Required work: Using the records below, repeat exactly the lines from the one holding "M362,942L374,989L311,1006L299,959Z" through the one holding "M363,596C366,613 364,644 386,647L442,637", both ends included, and no others.

Given entries:
- Opening Delimiter -

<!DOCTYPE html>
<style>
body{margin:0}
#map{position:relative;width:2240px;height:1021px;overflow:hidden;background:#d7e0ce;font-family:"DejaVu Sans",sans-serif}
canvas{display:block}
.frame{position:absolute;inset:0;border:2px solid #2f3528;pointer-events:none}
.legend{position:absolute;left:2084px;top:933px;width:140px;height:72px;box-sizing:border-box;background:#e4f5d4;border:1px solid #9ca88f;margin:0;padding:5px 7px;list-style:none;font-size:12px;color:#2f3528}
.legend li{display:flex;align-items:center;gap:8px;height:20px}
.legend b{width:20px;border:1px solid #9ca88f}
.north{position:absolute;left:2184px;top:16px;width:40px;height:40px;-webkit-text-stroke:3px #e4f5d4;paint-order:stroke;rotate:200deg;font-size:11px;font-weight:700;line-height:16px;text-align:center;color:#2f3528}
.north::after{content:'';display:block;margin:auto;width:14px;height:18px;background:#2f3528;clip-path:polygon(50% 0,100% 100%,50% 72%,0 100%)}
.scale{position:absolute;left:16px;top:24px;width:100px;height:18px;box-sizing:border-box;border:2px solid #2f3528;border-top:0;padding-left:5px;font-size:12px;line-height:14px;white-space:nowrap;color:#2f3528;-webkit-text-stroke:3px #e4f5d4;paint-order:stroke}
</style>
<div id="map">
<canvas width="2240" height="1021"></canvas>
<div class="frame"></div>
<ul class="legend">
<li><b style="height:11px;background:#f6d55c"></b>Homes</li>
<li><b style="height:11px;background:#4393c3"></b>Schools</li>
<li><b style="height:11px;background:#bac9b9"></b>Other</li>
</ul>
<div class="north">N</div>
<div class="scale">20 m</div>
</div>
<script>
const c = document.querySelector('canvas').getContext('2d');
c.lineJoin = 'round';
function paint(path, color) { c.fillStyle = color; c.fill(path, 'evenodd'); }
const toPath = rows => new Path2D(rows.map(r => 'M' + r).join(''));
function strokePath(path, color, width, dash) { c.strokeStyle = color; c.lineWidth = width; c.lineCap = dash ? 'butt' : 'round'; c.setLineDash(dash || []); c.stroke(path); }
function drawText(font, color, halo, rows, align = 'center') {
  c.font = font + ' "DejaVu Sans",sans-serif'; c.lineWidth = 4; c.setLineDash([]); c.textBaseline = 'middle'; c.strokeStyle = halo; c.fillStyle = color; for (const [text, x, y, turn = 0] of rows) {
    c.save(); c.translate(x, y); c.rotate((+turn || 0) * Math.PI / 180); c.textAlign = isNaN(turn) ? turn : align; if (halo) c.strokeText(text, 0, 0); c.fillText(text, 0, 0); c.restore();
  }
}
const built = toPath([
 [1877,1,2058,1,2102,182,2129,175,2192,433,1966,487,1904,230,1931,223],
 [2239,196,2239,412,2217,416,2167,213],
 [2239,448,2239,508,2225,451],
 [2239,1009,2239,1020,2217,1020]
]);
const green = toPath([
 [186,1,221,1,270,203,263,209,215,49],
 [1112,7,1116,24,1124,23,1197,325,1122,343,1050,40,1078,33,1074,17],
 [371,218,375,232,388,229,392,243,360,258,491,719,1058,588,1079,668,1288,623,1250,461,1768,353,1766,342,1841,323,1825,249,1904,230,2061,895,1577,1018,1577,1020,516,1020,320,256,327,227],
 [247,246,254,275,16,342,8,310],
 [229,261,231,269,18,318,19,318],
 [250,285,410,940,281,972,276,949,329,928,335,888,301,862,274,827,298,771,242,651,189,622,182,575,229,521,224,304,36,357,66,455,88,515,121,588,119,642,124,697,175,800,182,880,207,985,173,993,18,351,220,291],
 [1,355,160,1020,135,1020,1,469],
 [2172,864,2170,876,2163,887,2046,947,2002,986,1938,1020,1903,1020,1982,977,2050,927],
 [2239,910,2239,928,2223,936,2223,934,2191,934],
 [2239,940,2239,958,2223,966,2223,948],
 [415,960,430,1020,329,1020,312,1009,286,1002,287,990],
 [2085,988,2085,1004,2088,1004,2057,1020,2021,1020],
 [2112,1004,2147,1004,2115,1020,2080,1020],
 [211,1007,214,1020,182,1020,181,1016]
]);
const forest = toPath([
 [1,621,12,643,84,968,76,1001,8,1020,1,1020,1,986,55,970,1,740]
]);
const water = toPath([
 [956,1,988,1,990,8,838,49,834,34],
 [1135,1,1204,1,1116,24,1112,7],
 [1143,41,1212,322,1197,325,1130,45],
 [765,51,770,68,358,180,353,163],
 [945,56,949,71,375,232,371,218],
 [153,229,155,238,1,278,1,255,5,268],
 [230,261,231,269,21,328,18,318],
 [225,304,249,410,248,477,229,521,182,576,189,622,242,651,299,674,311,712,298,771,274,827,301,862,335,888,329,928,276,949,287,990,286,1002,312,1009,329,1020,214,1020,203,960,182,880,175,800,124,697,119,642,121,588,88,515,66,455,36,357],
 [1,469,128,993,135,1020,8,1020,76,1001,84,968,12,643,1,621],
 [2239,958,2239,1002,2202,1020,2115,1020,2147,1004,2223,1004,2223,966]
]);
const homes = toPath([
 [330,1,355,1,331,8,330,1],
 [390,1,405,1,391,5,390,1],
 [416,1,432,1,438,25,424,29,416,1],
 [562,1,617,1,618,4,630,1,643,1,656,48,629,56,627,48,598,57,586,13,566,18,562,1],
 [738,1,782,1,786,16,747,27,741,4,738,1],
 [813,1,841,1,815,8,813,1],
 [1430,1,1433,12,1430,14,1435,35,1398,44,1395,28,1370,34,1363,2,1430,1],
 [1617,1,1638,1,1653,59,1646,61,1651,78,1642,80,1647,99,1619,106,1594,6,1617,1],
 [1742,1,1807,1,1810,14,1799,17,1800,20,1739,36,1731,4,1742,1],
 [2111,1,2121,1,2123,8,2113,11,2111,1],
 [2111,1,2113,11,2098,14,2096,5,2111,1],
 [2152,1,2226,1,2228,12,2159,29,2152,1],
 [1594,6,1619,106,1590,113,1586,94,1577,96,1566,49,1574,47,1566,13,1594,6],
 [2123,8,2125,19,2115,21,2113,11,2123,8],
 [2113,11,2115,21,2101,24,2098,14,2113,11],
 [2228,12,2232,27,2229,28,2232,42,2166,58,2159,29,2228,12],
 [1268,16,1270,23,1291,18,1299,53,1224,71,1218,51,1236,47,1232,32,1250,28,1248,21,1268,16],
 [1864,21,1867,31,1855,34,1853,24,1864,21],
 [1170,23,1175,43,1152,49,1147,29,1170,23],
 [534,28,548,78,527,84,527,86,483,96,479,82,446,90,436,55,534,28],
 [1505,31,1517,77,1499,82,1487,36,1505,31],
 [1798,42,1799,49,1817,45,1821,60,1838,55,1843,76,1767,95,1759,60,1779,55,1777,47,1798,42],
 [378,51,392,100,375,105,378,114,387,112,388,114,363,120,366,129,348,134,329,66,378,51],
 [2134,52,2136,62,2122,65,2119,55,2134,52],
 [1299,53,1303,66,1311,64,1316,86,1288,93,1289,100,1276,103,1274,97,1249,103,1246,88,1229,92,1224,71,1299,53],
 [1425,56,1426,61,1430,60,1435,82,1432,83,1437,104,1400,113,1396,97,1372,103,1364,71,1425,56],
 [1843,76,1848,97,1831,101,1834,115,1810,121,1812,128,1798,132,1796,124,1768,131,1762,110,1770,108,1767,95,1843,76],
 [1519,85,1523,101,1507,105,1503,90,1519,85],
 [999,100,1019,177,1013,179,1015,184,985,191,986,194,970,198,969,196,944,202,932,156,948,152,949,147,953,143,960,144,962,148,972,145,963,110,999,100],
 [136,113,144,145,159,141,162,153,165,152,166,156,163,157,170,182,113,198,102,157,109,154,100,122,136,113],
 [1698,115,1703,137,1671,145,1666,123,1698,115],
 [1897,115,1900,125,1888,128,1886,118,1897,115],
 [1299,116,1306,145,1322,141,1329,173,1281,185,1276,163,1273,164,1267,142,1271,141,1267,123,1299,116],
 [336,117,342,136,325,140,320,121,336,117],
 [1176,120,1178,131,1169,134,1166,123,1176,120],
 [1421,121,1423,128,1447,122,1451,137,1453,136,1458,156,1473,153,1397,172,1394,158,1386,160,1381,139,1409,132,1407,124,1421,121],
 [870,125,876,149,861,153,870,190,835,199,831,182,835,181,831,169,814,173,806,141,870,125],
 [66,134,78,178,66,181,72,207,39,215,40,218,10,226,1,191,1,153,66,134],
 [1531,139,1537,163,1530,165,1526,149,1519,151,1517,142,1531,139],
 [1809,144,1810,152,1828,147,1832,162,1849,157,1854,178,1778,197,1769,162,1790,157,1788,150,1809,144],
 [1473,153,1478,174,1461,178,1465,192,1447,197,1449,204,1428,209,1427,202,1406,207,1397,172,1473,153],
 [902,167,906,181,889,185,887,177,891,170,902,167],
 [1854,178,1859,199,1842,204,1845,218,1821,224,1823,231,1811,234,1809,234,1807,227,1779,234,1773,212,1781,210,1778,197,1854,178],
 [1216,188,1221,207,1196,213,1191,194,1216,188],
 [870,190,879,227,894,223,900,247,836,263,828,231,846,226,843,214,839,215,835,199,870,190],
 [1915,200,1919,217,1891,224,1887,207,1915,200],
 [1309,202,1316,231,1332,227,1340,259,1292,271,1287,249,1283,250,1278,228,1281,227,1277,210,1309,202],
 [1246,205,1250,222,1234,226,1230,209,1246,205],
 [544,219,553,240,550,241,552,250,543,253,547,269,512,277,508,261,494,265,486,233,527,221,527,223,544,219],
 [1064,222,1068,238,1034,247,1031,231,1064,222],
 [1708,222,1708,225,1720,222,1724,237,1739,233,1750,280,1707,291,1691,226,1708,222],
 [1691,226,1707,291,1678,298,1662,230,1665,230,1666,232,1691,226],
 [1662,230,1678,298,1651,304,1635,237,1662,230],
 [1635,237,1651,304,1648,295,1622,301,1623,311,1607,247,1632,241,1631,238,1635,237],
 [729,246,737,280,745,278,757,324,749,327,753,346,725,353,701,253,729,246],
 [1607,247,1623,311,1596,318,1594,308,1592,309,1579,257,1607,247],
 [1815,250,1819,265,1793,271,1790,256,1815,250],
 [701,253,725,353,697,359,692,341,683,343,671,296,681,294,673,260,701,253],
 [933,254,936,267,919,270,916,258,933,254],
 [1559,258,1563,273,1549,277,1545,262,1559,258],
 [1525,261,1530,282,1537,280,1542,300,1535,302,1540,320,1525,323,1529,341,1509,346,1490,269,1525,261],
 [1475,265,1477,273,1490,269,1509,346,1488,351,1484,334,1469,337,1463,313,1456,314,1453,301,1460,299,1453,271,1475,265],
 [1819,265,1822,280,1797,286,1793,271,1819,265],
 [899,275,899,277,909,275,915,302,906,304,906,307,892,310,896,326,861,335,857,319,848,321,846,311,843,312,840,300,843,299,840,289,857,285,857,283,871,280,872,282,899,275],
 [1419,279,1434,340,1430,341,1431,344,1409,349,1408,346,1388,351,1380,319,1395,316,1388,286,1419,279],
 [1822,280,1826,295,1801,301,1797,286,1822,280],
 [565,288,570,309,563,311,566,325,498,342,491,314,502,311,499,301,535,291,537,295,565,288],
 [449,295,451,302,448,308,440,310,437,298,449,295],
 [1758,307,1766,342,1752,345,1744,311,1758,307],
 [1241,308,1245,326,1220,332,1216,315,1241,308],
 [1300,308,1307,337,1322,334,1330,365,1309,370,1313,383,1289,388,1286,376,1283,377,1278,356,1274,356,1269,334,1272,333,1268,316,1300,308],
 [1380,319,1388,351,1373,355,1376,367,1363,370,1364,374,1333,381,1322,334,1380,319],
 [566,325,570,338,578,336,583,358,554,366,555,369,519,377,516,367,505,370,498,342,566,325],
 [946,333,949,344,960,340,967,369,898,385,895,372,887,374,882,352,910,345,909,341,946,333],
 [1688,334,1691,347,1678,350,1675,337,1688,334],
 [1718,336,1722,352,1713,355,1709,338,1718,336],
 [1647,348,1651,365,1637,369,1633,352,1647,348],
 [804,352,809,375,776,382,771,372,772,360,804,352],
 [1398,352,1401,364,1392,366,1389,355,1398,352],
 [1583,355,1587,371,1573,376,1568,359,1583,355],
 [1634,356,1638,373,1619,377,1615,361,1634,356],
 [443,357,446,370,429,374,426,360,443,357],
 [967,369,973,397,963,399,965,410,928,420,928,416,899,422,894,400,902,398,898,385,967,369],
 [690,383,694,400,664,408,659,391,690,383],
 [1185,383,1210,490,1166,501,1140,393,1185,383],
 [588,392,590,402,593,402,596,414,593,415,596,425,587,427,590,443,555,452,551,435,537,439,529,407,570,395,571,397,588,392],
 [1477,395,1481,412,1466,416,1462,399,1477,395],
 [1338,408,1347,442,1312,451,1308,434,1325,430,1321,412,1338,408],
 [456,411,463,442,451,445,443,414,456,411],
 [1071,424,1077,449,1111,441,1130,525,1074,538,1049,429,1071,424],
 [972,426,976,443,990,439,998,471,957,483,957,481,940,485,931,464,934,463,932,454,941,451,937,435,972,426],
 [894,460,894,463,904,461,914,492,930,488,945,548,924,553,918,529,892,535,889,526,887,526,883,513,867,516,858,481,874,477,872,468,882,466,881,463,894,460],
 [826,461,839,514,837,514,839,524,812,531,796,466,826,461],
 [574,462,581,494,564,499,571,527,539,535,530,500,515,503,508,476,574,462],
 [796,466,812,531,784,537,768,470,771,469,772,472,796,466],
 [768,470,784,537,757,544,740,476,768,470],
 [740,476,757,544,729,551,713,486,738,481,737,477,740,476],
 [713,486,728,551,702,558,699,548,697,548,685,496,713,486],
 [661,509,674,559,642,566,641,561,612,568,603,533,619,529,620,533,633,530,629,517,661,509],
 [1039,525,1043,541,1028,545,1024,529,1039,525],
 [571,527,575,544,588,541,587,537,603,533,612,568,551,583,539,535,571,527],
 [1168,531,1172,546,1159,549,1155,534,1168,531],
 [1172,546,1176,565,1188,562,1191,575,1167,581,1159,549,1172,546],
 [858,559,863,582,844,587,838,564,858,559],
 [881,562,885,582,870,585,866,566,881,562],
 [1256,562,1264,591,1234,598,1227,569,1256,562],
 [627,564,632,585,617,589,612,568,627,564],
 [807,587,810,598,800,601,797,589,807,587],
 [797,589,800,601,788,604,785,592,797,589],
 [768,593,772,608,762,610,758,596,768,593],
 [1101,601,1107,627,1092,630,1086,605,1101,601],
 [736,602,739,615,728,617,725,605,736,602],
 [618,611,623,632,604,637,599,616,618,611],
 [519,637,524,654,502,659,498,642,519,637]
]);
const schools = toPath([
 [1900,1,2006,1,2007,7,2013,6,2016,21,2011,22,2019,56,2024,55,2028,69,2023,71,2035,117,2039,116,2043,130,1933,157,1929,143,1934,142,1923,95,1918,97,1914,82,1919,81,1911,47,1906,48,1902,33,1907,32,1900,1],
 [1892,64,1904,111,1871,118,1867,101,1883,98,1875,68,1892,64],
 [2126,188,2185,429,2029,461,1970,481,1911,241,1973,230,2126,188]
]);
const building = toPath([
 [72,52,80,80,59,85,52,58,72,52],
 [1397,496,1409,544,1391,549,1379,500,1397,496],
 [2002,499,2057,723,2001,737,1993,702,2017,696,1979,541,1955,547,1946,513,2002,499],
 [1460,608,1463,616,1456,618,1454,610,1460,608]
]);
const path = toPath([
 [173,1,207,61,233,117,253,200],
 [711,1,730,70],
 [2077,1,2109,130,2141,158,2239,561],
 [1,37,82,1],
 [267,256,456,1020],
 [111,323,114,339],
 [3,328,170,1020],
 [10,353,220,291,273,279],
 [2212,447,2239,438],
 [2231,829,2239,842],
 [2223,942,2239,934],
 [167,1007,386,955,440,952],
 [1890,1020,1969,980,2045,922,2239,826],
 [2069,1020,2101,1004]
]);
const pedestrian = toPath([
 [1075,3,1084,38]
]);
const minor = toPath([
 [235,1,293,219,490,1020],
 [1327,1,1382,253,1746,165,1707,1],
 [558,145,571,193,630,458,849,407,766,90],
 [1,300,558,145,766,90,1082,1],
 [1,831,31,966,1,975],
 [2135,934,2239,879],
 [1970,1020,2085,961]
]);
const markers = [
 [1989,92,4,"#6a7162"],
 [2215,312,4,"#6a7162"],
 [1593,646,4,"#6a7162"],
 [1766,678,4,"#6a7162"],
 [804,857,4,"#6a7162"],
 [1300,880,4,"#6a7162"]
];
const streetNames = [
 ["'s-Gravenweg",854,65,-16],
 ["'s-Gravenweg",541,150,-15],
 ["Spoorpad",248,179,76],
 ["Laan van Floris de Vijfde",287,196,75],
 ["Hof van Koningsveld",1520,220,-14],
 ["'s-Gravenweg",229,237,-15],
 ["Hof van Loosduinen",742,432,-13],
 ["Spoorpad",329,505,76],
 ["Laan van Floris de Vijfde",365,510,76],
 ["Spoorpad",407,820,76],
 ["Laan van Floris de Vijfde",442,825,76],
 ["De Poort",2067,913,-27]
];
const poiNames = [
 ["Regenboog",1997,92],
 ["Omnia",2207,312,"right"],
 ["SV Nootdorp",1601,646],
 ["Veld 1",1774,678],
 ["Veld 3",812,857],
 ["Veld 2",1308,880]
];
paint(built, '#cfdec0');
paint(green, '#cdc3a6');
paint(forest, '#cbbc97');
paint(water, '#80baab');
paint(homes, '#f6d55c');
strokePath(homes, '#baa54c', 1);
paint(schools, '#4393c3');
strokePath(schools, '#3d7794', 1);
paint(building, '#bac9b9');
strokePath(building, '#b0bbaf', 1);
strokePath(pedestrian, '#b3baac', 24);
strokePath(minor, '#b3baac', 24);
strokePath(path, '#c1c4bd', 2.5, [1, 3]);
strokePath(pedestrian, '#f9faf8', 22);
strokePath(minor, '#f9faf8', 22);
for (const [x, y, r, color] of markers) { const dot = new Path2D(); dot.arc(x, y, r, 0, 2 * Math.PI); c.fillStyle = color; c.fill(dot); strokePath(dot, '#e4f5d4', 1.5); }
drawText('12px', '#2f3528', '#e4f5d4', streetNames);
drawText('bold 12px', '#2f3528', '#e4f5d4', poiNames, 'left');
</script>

- Closing Delimiter -
- Opening Delimiter -

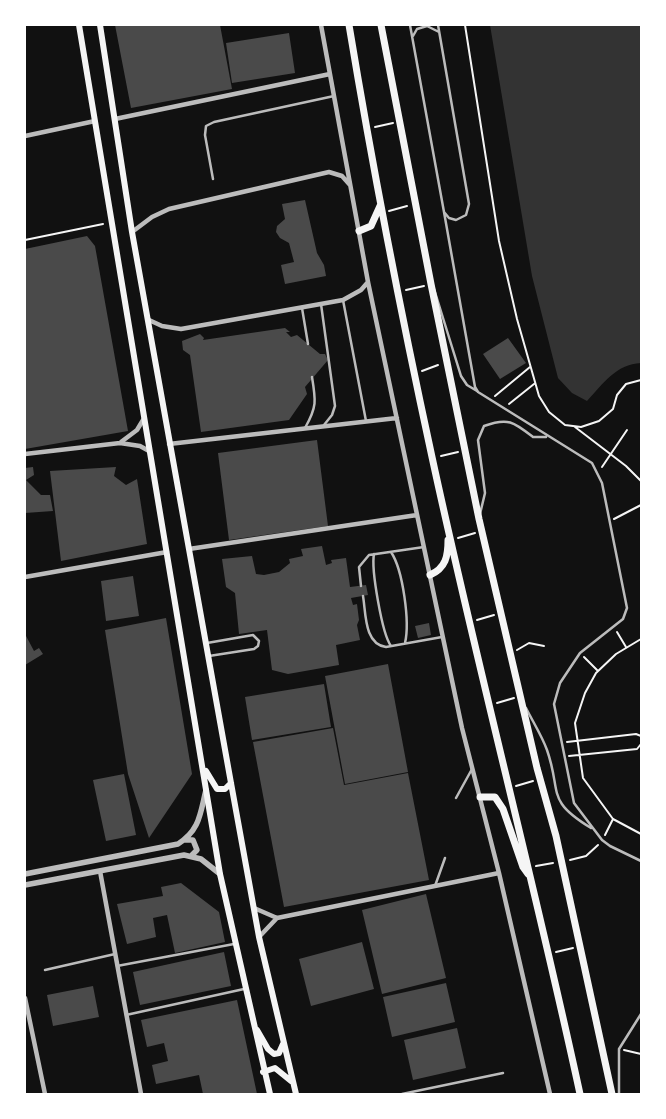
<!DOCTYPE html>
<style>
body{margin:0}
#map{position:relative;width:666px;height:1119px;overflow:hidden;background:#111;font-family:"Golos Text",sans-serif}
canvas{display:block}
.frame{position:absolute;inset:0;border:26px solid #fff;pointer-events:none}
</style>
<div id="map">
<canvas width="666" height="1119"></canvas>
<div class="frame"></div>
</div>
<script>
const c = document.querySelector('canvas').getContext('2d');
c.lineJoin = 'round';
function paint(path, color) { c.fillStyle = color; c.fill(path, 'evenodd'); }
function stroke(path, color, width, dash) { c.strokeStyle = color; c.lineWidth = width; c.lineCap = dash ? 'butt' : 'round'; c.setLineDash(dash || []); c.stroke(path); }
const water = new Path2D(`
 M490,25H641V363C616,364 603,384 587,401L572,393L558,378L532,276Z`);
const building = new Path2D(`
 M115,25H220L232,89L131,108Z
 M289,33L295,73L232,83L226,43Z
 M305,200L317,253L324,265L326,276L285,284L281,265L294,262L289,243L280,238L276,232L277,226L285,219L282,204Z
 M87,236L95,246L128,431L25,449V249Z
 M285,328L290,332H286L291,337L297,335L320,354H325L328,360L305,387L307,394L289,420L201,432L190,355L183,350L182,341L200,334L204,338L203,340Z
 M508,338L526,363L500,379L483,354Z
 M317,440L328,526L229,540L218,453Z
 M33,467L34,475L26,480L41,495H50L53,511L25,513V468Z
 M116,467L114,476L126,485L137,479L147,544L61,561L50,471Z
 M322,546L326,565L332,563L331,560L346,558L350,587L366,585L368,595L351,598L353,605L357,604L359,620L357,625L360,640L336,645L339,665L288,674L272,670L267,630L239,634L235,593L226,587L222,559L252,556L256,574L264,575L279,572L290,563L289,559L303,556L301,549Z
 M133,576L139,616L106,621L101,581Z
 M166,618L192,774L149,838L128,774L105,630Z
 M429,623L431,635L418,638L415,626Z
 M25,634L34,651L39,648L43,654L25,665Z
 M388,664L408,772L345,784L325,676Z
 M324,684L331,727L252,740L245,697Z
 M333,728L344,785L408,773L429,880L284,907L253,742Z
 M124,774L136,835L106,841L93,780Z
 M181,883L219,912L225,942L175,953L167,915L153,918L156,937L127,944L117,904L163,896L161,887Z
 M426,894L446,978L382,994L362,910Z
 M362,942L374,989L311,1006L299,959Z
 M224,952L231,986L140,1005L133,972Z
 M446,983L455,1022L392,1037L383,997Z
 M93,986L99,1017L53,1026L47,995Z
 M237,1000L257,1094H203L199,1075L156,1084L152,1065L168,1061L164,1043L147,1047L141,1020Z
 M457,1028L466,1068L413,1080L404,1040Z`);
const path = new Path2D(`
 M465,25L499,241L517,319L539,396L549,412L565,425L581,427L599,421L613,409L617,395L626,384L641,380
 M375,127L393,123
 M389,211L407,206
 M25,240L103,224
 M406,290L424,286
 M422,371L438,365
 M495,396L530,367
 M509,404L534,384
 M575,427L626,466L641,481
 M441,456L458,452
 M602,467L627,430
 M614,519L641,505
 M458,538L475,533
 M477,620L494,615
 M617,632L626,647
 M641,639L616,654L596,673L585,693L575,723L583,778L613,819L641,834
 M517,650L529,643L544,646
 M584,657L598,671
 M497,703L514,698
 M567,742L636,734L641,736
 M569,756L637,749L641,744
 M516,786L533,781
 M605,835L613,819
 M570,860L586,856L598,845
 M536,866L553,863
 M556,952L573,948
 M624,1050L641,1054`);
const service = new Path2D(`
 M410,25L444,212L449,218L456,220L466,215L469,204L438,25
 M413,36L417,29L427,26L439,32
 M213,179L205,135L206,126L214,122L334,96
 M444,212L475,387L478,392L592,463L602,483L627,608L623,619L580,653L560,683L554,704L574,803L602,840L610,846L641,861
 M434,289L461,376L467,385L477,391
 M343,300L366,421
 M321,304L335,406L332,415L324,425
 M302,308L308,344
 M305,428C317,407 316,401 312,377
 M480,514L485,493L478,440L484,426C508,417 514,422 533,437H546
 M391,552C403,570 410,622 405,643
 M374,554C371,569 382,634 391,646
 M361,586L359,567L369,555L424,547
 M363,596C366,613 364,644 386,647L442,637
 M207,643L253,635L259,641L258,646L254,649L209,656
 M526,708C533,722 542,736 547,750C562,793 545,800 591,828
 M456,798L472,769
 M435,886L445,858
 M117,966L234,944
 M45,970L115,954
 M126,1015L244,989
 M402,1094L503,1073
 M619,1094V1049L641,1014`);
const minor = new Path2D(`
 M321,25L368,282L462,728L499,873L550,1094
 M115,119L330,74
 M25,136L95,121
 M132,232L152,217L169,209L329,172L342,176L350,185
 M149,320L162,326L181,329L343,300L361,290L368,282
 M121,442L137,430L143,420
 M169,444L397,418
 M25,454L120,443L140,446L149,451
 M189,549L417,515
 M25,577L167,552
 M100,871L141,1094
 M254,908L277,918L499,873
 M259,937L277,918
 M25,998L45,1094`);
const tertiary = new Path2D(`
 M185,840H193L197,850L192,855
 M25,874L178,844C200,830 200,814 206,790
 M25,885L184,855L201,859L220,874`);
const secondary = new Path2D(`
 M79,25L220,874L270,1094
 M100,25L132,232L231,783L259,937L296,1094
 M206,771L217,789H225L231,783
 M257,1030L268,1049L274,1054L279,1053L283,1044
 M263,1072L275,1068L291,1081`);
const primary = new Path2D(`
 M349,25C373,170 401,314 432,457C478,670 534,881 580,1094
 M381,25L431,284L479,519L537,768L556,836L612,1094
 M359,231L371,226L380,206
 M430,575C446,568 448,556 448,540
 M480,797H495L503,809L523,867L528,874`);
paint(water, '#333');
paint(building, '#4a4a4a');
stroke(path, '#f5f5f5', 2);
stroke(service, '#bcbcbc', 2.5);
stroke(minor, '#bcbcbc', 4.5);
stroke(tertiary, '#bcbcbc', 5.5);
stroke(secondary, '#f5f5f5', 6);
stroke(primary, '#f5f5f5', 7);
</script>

- Closing Delimiter -

Expected answer:
 M362,942L374,989L311,1006L299,959Z
 M224,952L231,986L140,1005L133,972Z
 M446,983L455,1022L392,1037L383,997Z
 M93,986L99,1017L53,1026L47,995Z
 M237,1000L257,1094H203L199,1075L156,1084L152,1065L168,1061L164,1043L147,1047L141,1020Z
 M457,1028L466,1068L413,1080L404,1040Z`);
const path = new Path2D(`
 M465,25L499,241L517,319L539,396L549,412L565,425L581,427L599,421L613,409L617,395L626,384L641,380
 M375,127L393,123
 M389,211L407,206
 M25,240L103,224
 M406,290L424,286
 M422,371L438,365
 M495,396L530,367
 M509,404L534,384
 M575,427L626,466L641,481
 M441,456L458,452
 M602,467L627,430
 M614,519L641,505
 M458,538L475,533
 M477,620L494,615
 M617,632L626,647
 M641,639L616,654L596,673L585,693L575,723L583,778L613,819L641,834
 M517,650L529,643L544,646
 M584,657L598,671
 M497,703L514,698
 M567,742L636,734L641,736
 M569,756L637,749L641,744
 M516,786L533,781
 M605,835L613,819
 M570,860L586,856L598,845
 M536,866L553,863
 M556,952L573,948
 M624,1050L641,1054`);
const service = new Path2D(`
 M410,25L444,212L449,218L456,220L466,215L469,204L438,25
 M413,36L417,29L427,26L439,32
 M213,179L205,135L206,126L214,122L334,96
 M444,212L475,387L478,392L592,463L602,483L627,608L623,619L580,653L560,683L554,704L574,803L602,840L610,846L641,861
 M434,289L461,376L467,385L477,391
 M343,300L366,421
 M321,304L335,406L332,415L324,425
 M302,308L308,344
 M305,428C317,407 316,401 312,377
 M480,514L485,493L478,440L484,426C508,417 514,422 533,437H546
 M391,552C403,570 410,622 405,643
 M374,554C371,569 382,634 391,646
 M361,586L359,567L369,555L424,547
 M363,596C366,613 364,644 386,647L442,637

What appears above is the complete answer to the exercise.